### Material provided:
━━━━━━━━━━━━━━━━━━━━

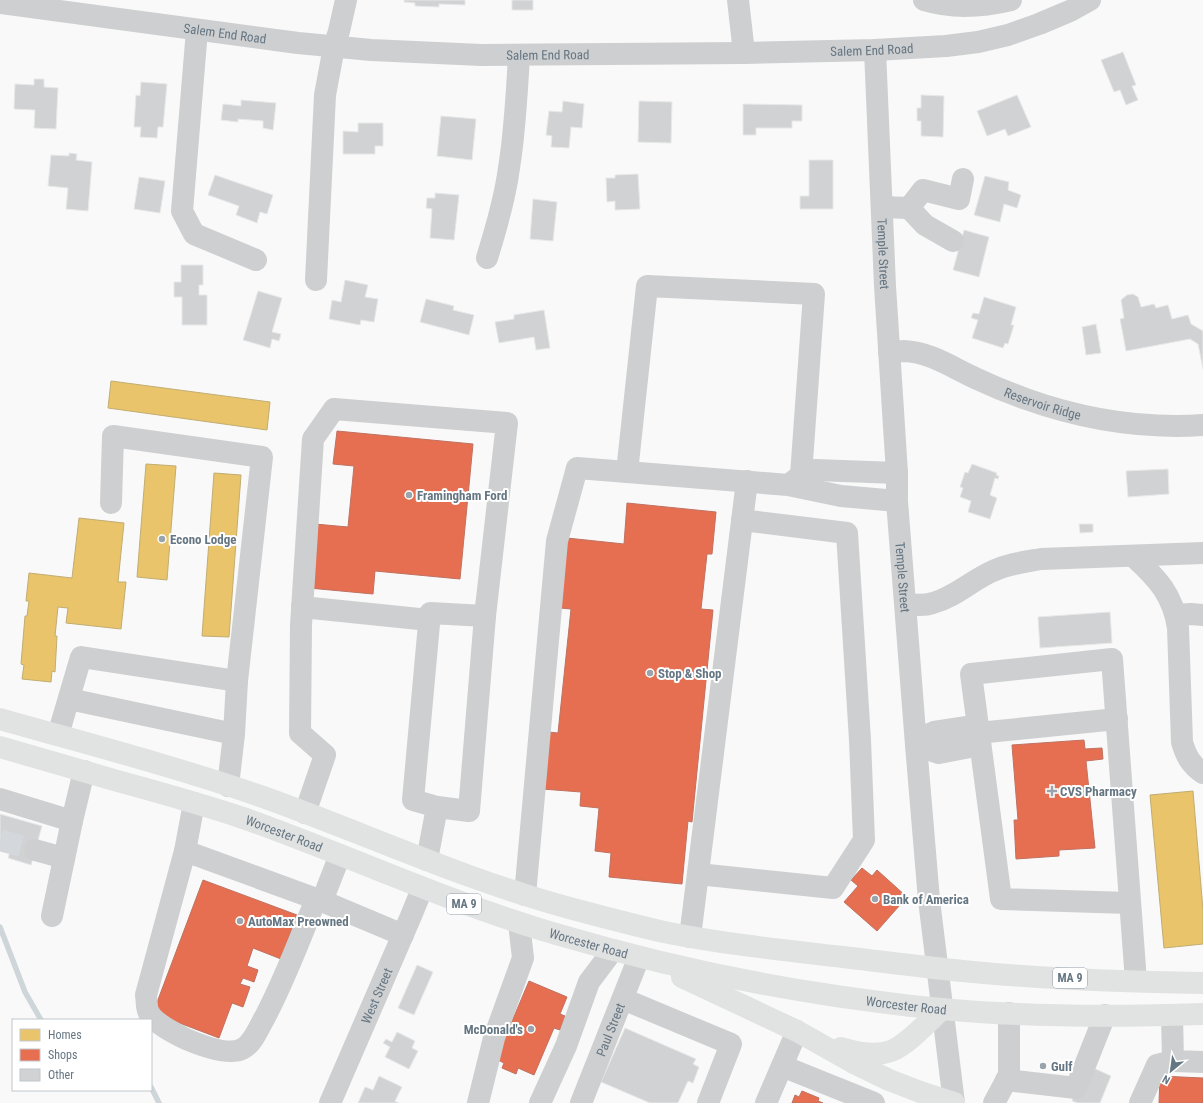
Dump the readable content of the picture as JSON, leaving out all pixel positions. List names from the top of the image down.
{
  "streets": {
    "highway": ["Worcester Road", "MA 9"],
    "street": [
      "Salem End Road",
      "Temple Street",
      "Reservoir Ridge",
      "West Street",
      "Paul Street"
    ]
  },
  "crossings": [
    ["Salem End Road", "Temple Street"],
    ["Temple Street", "Reservoir Ridge"],
    ["Temple Street", "Worcester Road"],
    ["Worcester Road", "West Street"],
    ["Worcester Road", "Paul Street"]
  ],
  "places": {
    "other": [
      "Framingham Ford",
      "Econo Lodge",
      "Stop & Shop",
      "Bank of America",
      "AutoMax Preowned",
      "McDonald's",
      "Gulf"
    ],
    "health": ["CVS Pharmacy"]
  },
  "legend": ["Homes", "Shops", "Other"],
  "north": "bottom left"
}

━━━━━━━━━━━━━━━━━━━━

### Problem to work on:
Repeat every record above exactly, except the pictures.

### Exercise solution:
Dump the readable content of the picture as JSON, leaving out all pixel positions. List names from the top of the image down.
{
  "streets": {
    "highway": ["Worcester Road", "MA 9"],
    "street": [
      "Salem End Road",
      "Temple Street",
      "Reservoir Ridge",
      "West Street",
      "Paul Street"
    ]
  },
  "crossings": [
    ["Salem End Road", "Temple Street"],
    ["Temple Street", "Reservoir Ridge"],
    ["Temple Street", "Worcester Road"],
    ["Worcester Road", "West Street"],
    ["Worcester Road", "Paul Street"]
  ],
  "places": {
    "other": [
      "Framingham Ford",
      "Econo Lodge",
      "Stop & Shop",
      "Bank of America",
      "AutoMax Preowned",
      "McDonald's",
      "Gulf"
    ],
    "health": ["CVS Pharmacy"]
  },
  "legend": ["Homes", "Shops", "Other"],
  "north": "bottom left"
}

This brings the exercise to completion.